*The problem:* Determine the number of lines in the listing that contain "green". Write only that number.

(Exercise input)

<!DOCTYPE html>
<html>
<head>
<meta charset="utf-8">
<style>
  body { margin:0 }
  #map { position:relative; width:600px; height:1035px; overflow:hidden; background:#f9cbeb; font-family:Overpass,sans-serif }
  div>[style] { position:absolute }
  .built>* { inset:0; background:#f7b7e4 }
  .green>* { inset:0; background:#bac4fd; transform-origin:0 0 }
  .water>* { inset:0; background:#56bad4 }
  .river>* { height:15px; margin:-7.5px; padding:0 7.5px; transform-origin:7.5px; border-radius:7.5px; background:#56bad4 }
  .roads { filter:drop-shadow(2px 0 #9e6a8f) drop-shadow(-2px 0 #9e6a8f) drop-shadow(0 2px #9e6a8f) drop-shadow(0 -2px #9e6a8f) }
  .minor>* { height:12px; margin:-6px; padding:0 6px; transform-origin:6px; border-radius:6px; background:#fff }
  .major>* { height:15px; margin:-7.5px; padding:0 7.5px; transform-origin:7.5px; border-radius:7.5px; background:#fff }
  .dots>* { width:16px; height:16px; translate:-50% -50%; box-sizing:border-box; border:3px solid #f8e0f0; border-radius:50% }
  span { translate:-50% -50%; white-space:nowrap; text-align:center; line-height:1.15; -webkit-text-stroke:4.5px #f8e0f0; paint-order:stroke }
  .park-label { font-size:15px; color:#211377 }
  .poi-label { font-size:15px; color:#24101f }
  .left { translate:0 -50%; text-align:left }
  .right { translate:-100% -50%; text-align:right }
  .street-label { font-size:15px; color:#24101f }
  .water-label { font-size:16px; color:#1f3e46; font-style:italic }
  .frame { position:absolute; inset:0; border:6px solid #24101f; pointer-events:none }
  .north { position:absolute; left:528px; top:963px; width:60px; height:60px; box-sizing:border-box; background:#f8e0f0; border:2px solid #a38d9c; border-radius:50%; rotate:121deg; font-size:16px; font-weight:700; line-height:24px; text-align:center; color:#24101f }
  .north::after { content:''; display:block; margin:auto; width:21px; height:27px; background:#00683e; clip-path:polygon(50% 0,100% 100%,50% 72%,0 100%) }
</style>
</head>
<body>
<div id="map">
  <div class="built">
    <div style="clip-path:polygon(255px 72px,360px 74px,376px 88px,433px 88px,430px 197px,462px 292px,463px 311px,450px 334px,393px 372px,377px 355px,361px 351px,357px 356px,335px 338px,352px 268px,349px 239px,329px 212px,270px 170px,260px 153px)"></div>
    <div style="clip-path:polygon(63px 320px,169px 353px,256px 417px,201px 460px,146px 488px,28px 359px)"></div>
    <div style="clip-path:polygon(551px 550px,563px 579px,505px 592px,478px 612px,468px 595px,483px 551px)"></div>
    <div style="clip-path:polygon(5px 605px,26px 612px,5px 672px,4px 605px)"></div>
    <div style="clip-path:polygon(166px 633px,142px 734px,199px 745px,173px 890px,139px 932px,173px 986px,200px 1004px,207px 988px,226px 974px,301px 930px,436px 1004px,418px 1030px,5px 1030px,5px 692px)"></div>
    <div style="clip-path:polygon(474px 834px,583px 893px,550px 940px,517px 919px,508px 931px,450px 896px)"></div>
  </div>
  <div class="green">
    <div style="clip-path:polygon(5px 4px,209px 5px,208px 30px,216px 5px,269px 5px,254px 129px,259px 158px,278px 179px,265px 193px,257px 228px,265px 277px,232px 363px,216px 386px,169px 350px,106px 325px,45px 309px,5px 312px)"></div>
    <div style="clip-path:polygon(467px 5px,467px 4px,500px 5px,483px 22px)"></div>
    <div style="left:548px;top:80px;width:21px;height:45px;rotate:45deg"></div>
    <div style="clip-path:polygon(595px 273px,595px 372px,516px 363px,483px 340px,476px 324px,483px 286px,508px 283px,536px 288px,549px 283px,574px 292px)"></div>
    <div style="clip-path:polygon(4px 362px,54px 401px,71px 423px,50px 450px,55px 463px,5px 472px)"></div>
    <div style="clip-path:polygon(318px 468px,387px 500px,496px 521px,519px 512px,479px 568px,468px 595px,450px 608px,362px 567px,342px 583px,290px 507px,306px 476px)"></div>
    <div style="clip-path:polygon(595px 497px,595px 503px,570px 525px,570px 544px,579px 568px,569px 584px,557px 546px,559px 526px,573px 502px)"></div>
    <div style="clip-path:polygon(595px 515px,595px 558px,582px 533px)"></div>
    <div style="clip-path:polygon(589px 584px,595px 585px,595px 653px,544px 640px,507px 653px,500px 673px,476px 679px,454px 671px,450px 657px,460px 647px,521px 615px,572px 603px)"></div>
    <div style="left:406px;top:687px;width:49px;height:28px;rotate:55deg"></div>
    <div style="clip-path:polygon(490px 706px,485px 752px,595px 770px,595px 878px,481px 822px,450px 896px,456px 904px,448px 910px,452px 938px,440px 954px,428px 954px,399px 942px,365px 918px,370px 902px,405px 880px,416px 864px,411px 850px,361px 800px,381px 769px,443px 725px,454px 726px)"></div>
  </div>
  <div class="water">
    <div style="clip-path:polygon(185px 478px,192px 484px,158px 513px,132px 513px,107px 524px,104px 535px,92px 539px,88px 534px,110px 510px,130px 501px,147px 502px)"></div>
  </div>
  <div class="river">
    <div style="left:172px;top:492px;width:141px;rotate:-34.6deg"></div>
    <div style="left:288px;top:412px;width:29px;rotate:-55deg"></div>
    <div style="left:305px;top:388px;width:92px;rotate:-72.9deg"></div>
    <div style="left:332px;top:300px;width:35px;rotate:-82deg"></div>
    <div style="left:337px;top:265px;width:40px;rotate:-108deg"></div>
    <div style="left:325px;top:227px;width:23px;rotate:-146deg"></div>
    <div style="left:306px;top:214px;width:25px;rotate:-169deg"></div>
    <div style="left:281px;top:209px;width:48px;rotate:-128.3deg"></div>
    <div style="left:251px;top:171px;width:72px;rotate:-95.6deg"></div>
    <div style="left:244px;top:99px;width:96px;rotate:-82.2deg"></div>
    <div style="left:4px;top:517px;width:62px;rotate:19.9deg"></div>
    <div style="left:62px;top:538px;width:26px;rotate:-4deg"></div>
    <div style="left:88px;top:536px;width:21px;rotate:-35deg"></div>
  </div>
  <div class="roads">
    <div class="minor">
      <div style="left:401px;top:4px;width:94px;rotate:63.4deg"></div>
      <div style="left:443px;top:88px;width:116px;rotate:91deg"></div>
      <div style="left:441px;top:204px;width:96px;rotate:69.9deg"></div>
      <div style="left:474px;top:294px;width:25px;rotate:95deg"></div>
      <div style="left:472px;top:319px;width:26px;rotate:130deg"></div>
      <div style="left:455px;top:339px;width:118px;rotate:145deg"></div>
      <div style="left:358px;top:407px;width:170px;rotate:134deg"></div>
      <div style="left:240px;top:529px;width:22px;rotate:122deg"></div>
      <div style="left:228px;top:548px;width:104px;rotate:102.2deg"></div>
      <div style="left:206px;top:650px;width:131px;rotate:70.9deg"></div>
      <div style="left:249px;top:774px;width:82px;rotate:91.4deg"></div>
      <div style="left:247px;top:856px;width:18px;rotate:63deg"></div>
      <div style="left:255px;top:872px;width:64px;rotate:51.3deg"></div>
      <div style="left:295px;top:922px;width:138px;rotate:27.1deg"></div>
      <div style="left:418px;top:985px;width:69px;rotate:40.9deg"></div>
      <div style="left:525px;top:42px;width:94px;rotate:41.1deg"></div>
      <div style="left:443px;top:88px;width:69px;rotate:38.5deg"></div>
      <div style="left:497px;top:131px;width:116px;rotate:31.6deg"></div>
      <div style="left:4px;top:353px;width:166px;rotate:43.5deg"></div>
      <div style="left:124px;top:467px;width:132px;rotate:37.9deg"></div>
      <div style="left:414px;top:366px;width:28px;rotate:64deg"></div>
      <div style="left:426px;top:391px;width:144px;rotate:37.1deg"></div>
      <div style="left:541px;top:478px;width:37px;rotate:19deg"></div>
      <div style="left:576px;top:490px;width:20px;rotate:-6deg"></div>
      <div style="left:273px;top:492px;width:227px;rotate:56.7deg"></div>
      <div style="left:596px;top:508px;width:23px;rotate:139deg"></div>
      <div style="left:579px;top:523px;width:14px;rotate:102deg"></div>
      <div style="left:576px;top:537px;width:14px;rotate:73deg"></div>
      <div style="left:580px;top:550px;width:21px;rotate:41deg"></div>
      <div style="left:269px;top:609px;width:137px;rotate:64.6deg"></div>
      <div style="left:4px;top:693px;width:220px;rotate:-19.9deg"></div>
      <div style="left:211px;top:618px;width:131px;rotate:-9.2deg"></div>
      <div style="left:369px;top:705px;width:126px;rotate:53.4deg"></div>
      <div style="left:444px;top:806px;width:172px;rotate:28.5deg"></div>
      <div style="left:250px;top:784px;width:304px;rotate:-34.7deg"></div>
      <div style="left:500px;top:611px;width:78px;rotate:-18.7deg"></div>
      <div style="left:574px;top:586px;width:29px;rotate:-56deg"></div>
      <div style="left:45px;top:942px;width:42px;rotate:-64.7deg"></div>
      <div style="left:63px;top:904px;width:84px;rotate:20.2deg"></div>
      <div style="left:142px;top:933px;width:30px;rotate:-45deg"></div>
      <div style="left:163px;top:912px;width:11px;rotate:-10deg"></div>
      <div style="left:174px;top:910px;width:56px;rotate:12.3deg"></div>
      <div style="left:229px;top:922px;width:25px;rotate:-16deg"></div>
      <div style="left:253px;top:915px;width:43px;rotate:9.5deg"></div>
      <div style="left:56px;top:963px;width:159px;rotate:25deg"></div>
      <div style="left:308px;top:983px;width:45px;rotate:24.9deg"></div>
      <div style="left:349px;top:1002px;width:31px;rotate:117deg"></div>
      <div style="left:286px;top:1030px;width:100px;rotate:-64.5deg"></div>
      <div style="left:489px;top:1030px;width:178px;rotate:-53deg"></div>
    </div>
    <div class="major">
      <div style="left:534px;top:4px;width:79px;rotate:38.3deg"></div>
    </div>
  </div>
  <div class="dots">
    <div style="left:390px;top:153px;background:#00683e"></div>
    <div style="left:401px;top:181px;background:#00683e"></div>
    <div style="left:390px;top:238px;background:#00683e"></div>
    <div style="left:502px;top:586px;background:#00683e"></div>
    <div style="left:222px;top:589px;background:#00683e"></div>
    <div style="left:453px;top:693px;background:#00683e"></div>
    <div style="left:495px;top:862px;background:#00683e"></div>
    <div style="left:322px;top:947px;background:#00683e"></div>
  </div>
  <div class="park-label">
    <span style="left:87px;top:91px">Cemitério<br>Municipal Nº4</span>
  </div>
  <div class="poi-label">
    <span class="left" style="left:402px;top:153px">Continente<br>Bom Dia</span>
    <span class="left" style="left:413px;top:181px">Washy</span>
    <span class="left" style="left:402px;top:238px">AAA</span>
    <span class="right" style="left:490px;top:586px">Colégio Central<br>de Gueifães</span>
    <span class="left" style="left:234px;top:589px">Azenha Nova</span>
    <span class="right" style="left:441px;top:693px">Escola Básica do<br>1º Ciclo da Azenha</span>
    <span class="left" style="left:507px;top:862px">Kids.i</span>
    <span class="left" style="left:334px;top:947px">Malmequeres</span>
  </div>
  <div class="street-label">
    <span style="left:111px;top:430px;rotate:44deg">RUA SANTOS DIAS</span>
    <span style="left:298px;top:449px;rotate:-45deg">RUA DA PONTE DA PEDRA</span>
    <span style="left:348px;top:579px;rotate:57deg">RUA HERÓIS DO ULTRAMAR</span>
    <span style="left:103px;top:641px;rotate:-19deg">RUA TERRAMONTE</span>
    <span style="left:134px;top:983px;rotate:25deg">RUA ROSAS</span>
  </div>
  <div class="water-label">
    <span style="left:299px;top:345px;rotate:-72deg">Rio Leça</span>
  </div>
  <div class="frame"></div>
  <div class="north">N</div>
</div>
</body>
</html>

(End Exercise input)

*Response area:* 2